No, certainly not! “Thinking positive” needs to have a realistic foundation to work. Otherwise, we would have all “thought” ourselves into utopia by now!

Positive psychology is the practice of utilizing positive elements of the reality around us to provide us with a sense of well-being. Here’s a few basics you can use from positive psychology. If you like it, you can find plenty more where that came from, because it’s an entire field of its own with many dedicated practitioners.

Gratitude: this can help refocus your mind from negative things to positive things. They’re both present – the trick is whatever your mind focuses on will seem bigger. Therefore, we want to focus on things that make us happy. Here’s a link to a really interesting, fun way to start a gratitude journal:

https://www.therapistaid.com/worksheets/gratitude-journal-three-good-things.pdf

Savoring: this is maximizing good, pleasurable moments. It is similar to mindfulness, in that it requires us to stay in a good moment and/or a good feeling and “savor” it. It is also similar to gratitude, in that it puts our conscious and subconscious focus on the good, making it seem even bigger and better.

An easy savoring exercise is to tell a supportive loved one about a good or exciting thing that happened to you – they get excited for you, which makes you feel good, which makes everything feel even better. This is how savoring works (and there are many other ways to try it out).

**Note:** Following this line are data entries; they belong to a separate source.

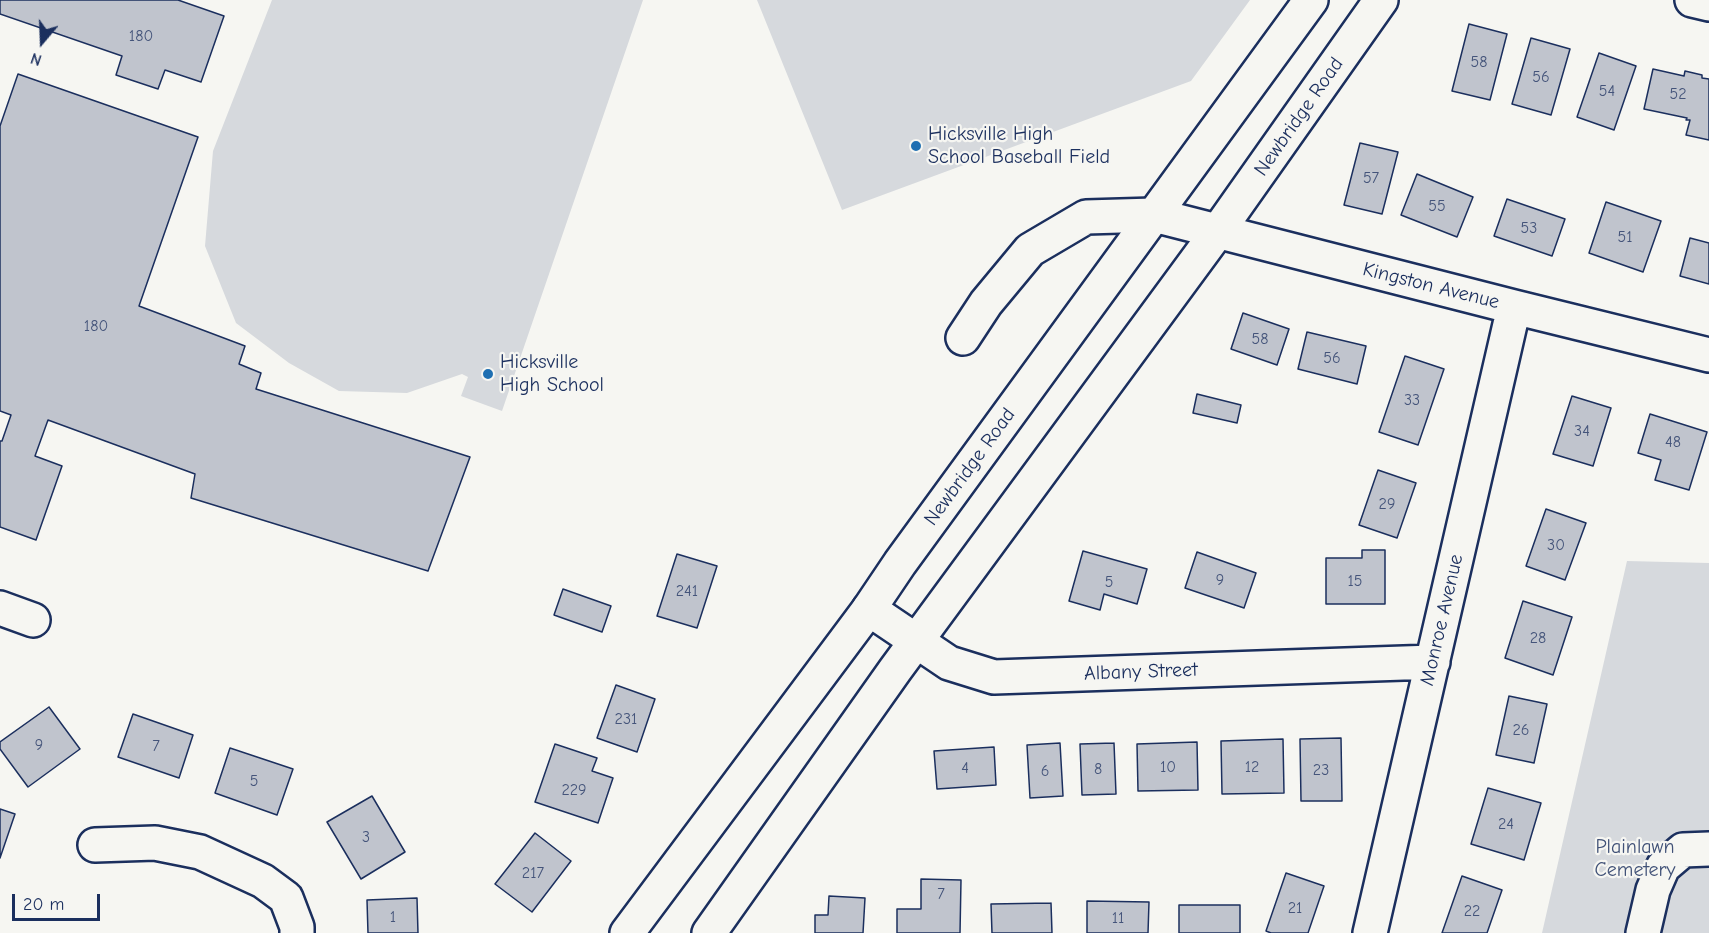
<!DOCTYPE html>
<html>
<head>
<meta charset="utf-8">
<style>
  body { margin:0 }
  #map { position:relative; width:1709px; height:933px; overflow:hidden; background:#f6f6f2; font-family:"Comic Neue",sans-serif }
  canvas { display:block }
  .north { position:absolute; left:12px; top:12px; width:60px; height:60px; -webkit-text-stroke:4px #f6f6f2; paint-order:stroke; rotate:199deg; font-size:16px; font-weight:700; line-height:24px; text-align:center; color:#1b2f5e }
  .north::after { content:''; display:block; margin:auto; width:21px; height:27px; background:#1b2f5e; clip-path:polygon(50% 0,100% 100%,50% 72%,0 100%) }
  .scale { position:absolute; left:12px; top:894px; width:88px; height:27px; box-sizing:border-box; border:3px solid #1b2f5e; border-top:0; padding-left:8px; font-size:18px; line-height:21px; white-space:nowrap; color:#1b2f5e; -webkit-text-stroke:4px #f6f6f2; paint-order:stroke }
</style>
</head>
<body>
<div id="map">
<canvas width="1709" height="933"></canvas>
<div class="north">N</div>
<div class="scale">20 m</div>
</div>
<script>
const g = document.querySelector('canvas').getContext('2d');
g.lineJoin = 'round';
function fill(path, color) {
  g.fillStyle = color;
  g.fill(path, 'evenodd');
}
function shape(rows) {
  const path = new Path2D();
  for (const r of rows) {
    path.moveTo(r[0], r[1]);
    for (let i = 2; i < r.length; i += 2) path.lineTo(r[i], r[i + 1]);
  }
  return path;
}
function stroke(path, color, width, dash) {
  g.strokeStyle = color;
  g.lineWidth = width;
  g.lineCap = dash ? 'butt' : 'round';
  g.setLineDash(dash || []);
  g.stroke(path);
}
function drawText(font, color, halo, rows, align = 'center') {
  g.font = font + ' "Comic Neue",sans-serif';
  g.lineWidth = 4.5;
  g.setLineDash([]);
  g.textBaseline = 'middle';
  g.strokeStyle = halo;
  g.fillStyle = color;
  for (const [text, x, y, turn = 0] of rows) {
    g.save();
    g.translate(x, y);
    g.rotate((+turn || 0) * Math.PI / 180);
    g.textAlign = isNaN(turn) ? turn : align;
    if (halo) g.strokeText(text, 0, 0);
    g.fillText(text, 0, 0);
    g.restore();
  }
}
fill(shape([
  [272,0,643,0,502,411,461,396,468,377,462,374,407,393,339,391,289,363,236,323,205,246,213,151],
  [757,0,1250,0,1191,81,842,210],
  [1627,561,1709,563,1709,933,1542,933]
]), '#d6d9dd');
const building = shape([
  [0,0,178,0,224,16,201,82,165,70,158,89,116,75,122,56,0,14,0,0],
  [1469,24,1507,34,1490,100,1452,91,1469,24],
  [1531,38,1570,49,1551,115,1512,104,1531,38],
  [1599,53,1636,66,1614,130,1577,117,1599,53],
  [1653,69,1684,76,1685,71,1702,75,1702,78,1709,79,1709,140,1686,135,1690,120,1686,120,1687,118,1644,109,1653,69],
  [18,74,198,137,139,306,245,346,239,364,261,373,256,389,470,457,428,571,191,498,195,474,48,420,35,456,62,466,36,540,0,527,0,441,2,441,11,415,0,411,0,126,18,74],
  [1360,143,1398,152,1382,214,1344,205,1360,143],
  [1417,174,1473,197,1457,237,1401,215,1417,174],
  [1507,199,1565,219,1552,256,1494,236,1507,199],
  [1606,202,1661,221,1643,272,1589,253,1606,202],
  [1690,238,1709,243,1709,284,1680,276,1690,238],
  [1243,313,1289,329,1277,365,1231,349,1243,313],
  [1307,332,1366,346,1357,384,1298,369,1307,332],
  [1405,356,1444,369,1418,445,1379,432,1405,356],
  [1197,394,1241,405,1237,423,1193,413,1197,394],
  [1572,396,1611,408,1593,466,1553,454,1572,396],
  [1650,414,1707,432,1689,490,1655,480,1661,460,1638,453,1650,414],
  [1378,470,1416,483,1397,538,1359,525,1378,470],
  [1546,509,1586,523,1565,580,1526,566,1546,509],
  [1362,550,1385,550,1385,604,1326,604,1326,558,1362,558,1362,550],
  [1083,551,1147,569,1137,604,1104,594,1100,610,1069,601,1083,551],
  [1197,552,1256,573,1244,608,1185,588,1197,552],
  [677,554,717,566,697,628,657,616,677,554],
  [563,589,611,606,602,632,554,615,563,589],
  [1523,601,1572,617,1553,675,1505,658,1523,601],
  [616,685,655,699,637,752,597,738,616,685],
  [1509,696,1547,704,1534,763,1496,755,1509,696],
  [49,707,80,749,28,787,0,749,0,742,49,707],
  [133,714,193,735,179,778,118,757,133,714],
  [1341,738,1342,801,1301,801,1300,739,1341,738],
  [1283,739,1284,793,1222,794,1221,741,1283,739],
  [1197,742,1198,790,1138,791,1137,744,1197,742],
  [1060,743,1063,796,1030,798,1027,745,1060,743],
  [1114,743,1116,794,1082,795,1080,744,1114,743],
  [555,744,597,758,592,771,613,778,598,823,535,802,555,744],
  [994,747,996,785,937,789,934,751,994,747],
  [230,748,293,769,277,815,215,793,230,748],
  [1488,788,1541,803,1524,860,1471,844,1488,788],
  [372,796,405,852,361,879,327,822,372,796],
  [0,809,15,814,0,858,0,809],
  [535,833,571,861,532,912,495,884,535,833],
  [1286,873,1324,886,1308,933,1271,933,1266,931,1286,873],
  [1462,876,1502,890,1487,933,1442,933,1462,876],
  [921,879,961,880,960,933,897,933,897,909,921,909,921,879],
  [829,896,865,898,863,933,815,933,815,915,828,915,829,896],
  [417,898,418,933,368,933,367,900,417,898],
  [1087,901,1149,902,1148,933,1087,933,1087,901],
  [1051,903,1052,933,992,933,991,904,1051,903],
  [1179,905,1240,905,1240,933,1179,933,1179,905]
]);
fill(building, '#c0c4cd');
stroke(building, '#1b2f5e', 1.5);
const minor = shape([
  [1692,0,1709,4],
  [963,338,986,303,1030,250,1086,217,1154,215,1514,307,1709,355],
  [0,608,33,620],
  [869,609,949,663,994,677,1433,662],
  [95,845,155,843,200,852,263,881,286,898,297,927,297,933],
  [1370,933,1514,307],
  [1643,933,1653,890,1663,867,1683,850,1709,849]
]);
const major = shape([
  [627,933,869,609,900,563,1311,0],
  [709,933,895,670,1218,231,1381,0]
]);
stroke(minor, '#1b2f5e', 38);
stroke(major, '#1b2f5e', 38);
stroke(minor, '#f6f6f2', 33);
stroke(major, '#f6f6f2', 33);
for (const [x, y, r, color] of [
  [916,146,6,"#1f6fb2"],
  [488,374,6,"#1f6fb2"]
]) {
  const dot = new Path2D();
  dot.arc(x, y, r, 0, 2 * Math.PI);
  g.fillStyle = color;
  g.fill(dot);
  stroke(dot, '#f6f6f2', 2);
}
drawText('16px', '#44547a', null, [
  ["180",141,36],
  ["58",1479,62],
  ["56",1541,77],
  ["54",1607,91],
  ["52",1678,94],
  ["57",1371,178],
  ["55",1437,206],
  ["53",1529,228],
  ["51",1625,237],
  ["180",96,326],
  ["58",1260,339],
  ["56",1332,358],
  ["33",1412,400],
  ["34",1582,431],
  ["48",1673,442],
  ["29",1387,504],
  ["30",1556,545],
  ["9",1220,580],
  ["15",1355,581],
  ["5",1109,582],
  ["241",687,591],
  ["28",1538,638],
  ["231",626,719],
  ["26",1521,730],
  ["9",39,745],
  ["7",156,746],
  ["10",1168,767],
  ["12",1252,767],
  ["4",965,768],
  ["8",1098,769],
  ["23",1321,770],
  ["6",1045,771],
  ["5",254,781],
  ["229",574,790],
  ["24",1506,824],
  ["3",366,837],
  ["217",533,873],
  ["7",941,894],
  ["21",1295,908],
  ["22",1472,911],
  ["1",393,917],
  ["11",1118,918]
]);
drawText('20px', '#1b2f5e', '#f6f6f2', [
  ["Newbridge Road",1299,117,-55],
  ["Kingston Avenue",1431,286,14],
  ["Newbridge Road",970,467,-54],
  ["Monroe Avenue",1442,620,-77],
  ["Albany Street",1141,672,-2]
]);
drawText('20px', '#1b2f5e', '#f6f6f2', [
  ["Hicksville High",928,134],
  ["School Baseball Field",928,157],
  ["Hicksville",500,362],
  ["High School",500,385]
], 'left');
drawText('20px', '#405177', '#f6f6f2', [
  ["Plainlawn",1635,847],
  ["Cemetery",1635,870]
]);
</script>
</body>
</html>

Strengths: many of us spend a lot of time worrying about our weaknesses, forgetting completely about our strengths. When we are mindful about the strengths we have, we can use them more strategically. We can also build confidence in ourselves by remembering how many strengths we actually have. This links to a fun, easy worksheet that does both – identifies our strengths and teaches us how to use them to even greater advantage:

https://www.therapistaid.com/worksheets/strengths-use-plan.pdf

Positive psychology is full of simple, effective methods to be resilient in the face of hardship and to face life with realistic, not blind, positivity.